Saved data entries
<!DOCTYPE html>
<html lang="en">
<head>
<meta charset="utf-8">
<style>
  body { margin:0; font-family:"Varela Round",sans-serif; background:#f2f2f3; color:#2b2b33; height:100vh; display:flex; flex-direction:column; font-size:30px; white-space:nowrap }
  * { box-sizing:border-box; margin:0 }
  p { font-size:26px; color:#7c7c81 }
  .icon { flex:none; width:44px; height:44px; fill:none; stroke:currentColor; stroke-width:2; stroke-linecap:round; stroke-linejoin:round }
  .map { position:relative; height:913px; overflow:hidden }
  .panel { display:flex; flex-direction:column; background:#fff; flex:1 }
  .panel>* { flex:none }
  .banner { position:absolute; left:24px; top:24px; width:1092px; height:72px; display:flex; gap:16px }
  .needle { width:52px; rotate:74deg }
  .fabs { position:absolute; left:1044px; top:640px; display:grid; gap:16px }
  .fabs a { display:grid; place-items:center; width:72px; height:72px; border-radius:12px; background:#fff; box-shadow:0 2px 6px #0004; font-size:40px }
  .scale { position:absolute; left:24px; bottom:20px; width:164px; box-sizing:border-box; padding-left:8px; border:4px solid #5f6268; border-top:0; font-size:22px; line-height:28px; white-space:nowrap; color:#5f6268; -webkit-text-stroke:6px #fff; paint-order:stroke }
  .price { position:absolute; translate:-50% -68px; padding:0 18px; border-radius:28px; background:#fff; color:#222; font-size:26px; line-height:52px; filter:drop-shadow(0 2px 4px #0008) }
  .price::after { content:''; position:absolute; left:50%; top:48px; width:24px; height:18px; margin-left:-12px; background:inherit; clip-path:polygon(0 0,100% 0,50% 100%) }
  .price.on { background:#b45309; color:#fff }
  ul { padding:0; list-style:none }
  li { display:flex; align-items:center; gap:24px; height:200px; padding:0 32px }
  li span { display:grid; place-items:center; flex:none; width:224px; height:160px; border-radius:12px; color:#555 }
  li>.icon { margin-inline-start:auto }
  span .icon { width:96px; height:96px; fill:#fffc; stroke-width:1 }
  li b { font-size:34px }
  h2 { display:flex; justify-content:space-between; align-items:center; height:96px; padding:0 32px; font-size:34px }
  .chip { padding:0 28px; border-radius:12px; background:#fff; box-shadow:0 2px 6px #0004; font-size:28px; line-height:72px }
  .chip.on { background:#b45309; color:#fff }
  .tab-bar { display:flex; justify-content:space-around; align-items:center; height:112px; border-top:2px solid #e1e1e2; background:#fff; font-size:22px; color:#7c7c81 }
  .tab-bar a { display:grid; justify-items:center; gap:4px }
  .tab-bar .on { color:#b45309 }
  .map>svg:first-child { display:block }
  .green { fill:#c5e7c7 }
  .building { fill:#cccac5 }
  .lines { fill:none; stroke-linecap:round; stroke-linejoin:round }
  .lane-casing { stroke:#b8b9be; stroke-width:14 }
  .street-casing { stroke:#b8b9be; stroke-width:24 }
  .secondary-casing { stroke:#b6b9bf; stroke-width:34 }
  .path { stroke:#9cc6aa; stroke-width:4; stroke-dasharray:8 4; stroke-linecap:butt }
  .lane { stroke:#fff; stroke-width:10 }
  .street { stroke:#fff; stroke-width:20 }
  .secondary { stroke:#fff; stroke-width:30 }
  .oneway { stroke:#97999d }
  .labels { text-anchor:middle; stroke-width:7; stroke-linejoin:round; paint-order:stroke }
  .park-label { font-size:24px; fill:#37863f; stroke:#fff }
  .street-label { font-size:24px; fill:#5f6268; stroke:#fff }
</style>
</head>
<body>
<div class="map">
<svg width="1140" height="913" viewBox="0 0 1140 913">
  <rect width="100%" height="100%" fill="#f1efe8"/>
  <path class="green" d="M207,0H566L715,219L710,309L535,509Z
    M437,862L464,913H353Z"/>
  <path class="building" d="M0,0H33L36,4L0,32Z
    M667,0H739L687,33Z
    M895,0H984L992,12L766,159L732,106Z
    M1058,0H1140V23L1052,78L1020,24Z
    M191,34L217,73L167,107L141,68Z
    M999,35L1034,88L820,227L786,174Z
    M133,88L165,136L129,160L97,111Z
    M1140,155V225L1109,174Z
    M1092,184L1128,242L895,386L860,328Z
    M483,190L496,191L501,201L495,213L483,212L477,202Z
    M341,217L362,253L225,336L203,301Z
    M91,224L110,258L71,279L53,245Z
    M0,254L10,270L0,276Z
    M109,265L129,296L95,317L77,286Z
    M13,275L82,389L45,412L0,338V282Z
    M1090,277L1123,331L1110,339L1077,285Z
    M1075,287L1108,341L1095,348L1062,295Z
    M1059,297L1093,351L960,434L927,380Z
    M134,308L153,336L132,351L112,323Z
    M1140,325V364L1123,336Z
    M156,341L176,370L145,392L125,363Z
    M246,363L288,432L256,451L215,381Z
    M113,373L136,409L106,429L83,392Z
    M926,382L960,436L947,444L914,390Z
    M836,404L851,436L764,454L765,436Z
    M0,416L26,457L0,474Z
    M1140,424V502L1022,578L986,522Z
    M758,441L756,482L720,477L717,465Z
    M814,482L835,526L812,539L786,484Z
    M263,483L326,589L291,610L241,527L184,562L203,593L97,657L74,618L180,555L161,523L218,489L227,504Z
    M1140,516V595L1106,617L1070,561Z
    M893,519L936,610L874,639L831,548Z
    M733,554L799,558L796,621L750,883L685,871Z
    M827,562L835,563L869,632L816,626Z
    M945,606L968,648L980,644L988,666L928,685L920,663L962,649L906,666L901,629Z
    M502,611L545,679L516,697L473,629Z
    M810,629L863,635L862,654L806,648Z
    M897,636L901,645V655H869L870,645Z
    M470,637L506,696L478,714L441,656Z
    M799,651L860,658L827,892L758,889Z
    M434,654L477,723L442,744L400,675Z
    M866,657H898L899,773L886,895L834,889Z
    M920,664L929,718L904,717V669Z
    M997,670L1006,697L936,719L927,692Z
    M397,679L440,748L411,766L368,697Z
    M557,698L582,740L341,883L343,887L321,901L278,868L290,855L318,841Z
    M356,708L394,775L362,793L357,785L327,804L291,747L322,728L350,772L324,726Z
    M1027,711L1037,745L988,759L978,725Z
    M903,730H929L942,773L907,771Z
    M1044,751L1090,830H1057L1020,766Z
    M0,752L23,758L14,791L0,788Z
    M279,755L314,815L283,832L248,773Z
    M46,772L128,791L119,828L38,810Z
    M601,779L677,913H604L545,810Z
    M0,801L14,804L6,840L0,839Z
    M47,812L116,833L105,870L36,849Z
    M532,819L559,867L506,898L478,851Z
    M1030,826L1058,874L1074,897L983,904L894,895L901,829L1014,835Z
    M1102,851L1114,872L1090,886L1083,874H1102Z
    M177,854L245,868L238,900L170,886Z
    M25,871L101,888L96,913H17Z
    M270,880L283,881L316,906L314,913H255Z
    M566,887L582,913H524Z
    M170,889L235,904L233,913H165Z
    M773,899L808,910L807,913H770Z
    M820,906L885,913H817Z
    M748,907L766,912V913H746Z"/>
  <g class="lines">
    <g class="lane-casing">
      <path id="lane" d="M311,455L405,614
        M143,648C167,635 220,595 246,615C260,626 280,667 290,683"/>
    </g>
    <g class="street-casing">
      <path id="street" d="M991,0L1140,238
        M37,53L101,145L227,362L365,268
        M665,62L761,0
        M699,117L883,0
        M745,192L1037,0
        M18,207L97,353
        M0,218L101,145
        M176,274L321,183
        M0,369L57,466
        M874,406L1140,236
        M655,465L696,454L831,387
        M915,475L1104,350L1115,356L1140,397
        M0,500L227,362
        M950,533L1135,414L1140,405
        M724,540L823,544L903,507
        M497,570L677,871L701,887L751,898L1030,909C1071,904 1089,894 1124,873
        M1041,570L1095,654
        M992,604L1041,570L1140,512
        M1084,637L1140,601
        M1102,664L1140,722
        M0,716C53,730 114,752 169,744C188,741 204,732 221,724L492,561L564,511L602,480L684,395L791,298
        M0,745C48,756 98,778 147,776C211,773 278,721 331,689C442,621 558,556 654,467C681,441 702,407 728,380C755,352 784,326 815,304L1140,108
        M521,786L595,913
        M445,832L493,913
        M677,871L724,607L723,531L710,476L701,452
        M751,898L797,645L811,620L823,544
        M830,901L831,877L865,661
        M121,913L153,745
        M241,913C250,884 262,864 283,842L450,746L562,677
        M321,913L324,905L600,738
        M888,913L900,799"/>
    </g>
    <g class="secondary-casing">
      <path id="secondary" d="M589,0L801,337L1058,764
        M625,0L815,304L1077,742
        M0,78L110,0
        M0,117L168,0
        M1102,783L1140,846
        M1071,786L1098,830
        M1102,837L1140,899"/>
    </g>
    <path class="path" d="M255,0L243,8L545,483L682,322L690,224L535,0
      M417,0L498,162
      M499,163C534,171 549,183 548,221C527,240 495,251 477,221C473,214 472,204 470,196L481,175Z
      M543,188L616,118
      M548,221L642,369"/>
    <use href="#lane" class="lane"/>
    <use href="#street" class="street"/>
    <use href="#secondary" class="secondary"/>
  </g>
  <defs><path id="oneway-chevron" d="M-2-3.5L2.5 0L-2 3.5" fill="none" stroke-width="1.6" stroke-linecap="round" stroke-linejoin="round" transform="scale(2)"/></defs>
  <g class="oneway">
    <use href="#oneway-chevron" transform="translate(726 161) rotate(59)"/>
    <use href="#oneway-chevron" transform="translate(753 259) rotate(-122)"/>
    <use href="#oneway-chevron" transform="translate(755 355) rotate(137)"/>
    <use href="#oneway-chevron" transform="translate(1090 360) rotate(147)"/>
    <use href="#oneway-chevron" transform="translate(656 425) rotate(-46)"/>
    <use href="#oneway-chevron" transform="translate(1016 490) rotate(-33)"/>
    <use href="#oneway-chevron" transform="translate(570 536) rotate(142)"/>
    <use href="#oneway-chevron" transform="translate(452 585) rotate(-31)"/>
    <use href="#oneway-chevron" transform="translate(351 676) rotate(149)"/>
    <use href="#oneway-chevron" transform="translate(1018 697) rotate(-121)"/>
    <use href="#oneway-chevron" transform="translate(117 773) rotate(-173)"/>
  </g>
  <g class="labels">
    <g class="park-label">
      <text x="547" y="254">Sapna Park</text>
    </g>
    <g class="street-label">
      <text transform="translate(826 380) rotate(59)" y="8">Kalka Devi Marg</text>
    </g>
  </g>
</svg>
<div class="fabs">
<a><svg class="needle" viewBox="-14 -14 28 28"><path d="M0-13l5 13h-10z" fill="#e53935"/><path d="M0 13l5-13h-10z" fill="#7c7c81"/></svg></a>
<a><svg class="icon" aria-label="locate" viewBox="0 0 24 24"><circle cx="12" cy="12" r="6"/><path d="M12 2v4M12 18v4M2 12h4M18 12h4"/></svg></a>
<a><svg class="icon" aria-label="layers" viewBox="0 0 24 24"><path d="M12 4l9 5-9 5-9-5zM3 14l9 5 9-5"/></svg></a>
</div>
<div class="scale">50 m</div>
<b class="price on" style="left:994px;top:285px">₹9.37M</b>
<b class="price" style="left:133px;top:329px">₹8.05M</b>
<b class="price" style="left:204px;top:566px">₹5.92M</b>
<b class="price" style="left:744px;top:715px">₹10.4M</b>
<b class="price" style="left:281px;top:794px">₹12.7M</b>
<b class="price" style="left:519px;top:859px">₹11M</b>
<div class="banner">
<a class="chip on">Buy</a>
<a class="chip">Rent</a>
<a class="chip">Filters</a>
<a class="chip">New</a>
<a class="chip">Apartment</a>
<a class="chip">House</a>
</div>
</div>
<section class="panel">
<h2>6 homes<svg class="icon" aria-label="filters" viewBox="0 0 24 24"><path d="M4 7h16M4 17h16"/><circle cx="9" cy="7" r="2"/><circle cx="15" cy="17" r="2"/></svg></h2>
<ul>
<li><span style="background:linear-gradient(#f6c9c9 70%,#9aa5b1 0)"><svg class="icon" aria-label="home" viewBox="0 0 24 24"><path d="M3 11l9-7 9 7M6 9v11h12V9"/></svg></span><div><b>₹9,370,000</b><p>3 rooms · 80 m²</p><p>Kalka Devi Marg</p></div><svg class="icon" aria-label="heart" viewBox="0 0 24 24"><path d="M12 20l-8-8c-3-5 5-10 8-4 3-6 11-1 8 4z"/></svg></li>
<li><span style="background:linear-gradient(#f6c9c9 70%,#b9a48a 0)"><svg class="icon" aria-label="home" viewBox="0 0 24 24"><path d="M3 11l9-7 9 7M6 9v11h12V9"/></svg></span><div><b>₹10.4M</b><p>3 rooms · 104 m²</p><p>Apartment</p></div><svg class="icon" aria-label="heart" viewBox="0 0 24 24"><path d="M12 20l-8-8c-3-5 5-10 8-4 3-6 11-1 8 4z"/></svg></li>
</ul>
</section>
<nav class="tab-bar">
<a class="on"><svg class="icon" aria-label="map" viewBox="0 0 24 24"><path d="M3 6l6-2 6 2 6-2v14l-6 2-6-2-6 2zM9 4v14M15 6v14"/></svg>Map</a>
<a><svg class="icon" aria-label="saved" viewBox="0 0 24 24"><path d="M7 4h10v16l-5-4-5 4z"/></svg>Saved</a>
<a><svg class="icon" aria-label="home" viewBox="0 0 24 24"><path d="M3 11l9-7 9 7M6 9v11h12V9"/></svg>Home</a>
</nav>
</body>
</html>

# Exercise brief:
Print, without alteration, only the lines above between the one holding "display:flex; align-items:center; gap:24px;" and the one holding "width:96px; height:96px; fill:#fffc;", inclusive.

# Answer:
  li { display:flex; align-items:center; gap:24px; height:200px; padding:0 32px }
  li span { display:grid; place-items:center; flex:none; width:224px; height:160px; border-radius:12px; color:#555 }
  li>.icon { margin-inline-start:auto }
  span .icon { width:96px; height:96px; fill:#fffc; stroke-width:1 }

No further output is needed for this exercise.